— WHAT YOU HAVE TO DO —
Among these records, which lines include "content"? Copy them out.

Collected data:
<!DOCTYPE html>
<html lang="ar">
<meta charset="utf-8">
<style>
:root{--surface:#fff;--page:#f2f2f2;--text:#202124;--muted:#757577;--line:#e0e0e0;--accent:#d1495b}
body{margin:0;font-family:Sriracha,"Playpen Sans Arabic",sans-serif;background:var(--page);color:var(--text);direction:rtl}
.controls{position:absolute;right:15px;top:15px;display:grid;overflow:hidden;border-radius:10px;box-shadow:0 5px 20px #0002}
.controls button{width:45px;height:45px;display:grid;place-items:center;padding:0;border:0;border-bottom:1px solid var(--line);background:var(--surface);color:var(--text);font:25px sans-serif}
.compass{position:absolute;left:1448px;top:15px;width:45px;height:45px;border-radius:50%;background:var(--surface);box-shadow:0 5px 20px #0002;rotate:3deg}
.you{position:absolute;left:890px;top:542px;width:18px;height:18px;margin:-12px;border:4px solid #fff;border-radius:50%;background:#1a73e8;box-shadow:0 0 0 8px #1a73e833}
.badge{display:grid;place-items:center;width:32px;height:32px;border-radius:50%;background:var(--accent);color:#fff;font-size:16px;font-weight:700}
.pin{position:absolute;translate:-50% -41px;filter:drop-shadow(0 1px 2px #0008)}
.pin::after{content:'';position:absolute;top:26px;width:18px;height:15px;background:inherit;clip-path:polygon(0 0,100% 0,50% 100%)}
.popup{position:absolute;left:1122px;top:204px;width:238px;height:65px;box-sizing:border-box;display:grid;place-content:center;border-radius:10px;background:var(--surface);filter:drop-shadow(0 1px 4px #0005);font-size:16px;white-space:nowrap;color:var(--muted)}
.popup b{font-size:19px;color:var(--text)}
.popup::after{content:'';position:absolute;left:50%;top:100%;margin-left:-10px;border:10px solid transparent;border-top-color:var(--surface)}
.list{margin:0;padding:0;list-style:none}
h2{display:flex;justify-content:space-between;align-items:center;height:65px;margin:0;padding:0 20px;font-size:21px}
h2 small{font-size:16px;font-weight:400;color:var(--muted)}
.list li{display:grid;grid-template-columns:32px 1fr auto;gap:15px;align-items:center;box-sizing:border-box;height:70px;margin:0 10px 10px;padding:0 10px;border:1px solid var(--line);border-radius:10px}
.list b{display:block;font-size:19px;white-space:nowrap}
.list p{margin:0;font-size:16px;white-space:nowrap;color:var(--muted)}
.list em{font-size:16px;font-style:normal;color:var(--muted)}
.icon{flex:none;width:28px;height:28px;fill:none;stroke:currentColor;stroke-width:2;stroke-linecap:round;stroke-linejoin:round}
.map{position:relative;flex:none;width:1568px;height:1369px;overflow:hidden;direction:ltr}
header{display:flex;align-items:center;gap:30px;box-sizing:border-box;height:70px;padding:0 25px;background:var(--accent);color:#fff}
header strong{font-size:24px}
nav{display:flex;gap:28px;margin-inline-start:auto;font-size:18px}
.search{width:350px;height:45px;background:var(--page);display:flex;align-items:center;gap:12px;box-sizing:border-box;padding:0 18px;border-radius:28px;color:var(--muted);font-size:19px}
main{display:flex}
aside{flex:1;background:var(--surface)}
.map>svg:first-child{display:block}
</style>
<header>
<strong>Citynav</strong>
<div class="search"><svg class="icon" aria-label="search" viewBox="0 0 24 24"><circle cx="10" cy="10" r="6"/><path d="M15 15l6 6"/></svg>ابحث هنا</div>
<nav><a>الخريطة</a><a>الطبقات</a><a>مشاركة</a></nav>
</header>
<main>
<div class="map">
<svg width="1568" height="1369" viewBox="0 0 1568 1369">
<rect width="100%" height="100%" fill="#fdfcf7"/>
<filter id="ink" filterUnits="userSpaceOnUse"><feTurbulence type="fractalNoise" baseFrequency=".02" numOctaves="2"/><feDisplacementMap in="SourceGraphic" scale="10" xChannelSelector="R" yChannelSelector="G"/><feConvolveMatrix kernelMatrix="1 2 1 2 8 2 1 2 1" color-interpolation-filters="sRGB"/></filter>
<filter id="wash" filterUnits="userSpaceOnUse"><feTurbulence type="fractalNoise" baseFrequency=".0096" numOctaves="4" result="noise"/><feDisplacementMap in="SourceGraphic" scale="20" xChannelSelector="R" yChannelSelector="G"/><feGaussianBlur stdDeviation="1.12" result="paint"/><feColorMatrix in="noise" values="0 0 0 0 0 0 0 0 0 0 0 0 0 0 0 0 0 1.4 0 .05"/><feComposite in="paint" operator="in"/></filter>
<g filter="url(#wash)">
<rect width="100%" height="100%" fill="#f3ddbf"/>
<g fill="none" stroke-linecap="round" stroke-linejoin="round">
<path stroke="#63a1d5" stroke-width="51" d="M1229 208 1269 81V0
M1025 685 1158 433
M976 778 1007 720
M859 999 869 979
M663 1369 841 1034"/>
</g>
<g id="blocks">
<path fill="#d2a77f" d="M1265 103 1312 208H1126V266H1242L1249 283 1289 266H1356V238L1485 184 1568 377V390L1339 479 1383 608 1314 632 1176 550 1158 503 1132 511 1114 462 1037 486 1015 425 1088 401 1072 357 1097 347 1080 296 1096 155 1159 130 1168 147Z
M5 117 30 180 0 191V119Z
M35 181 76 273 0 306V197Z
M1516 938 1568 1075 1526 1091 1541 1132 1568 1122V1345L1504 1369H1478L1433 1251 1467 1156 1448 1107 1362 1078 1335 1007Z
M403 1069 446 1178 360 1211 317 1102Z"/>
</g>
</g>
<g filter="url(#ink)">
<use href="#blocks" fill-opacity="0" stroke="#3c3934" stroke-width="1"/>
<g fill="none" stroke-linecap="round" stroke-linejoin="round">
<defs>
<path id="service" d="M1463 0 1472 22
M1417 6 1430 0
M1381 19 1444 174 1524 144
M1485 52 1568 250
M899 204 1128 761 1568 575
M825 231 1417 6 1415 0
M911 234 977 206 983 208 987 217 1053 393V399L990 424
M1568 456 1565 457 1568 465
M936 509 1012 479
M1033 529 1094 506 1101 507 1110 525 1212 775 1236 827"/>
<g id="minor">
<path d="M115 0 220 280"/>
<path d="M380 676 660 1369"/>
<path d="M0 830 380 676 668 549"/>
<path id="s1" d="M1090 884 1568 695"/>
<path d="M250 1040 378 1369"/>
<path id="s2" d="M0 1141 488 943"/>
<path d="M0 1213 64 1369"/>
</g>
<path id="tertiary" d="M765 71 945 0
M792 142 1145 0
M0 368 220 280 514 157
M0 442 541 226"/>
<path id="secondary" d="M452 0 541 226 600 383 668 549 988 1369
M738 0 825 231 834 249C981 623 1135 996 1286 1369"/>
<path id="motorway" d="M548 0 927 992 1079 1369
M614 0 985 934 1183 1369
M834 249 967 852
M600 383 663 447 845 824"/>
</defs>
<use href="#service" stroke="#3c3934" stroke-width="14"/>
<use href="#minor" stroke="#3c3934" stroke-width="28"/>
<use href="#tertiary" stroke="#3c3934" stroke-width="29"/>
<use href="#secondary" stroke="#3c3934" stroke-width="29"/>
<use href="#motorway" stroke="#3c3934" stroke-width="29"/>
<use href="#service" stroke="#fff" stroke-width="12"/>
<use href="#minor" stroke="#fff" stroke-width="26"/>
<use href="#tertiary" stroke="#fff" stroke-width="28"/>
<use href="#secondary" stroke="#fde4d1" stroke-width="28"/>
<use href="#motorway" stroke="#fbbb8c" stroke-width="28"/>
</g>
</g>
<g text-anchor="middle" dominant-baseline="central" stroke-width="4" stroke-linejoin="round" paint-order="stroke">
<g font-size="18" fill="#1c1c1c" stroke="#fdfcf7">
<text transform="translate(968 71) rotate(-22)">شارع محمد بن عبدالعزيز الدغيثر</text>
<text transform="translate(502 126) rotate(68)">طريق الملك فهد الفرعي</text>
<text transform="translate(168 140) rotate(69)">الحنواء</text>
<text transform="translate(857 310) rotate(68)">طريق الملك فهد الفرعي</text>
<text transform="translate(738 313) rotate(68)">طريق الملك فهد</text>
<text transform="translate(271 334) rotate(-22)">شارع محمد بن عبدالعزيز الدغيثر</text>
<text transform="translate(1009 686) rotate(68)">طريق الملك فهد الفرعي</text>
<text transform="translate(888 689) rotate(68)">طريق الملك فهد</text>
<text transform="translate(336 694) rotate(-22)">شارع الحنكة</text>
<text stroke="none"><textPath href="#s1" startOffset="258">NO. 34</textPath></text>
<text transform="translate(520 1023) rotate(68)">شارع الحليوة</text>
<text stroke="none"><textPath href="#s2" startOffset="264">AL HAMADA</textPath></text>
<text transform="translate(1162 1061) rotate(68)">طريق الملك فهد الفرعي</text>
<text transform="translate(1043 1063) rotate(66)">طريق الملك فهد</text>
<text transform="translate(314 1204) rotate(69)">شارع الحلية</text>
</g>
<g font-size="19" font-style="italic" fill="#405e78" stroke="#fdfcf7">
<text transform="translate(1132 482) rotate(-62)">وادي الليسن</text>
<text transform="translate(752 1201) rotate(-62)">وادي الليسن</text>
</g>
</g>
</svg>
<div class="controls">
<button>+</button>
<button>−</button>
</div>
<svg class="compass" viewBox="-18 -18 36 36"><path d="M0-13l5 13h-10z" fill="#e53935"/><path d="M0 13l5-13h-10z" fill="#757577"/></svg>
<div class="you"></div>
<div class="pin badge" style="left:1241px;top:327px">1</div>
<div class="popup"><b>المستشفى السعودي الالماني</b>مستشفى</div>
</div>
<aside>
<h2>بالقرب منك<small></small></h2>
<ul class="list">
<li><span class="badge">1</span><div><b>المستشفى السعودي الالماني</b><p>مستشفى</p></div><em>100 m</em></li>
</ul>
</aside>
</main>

— TASK SOLUTION —
.pin::after{content:'';position:absolute;top:26px;width:18px;height:15px;background:inherit;clip-path:polygon(0 0,100% 0,50% 100%)}
.popup{position:absolute;left:1122px;top:204px;width:238px;height:65px;box-sizing:border-box;display:grid;place-content:center;border-radius:10px;background:var(--surface);filter:drop-shadow(0 1px 4px #0005);font-size:16px;white-space:nowrap;color:var(--muted)}
.popup::after{content:'';position:absolute;left:50%;top:100%;margin-left:-10px;border:10px solid transparent;border-top-color:var(--surface)}
h2{display:flex;justify-content:space-between;align-items:center;height:65px;margin:0;padding:0 20px;font-size:21px}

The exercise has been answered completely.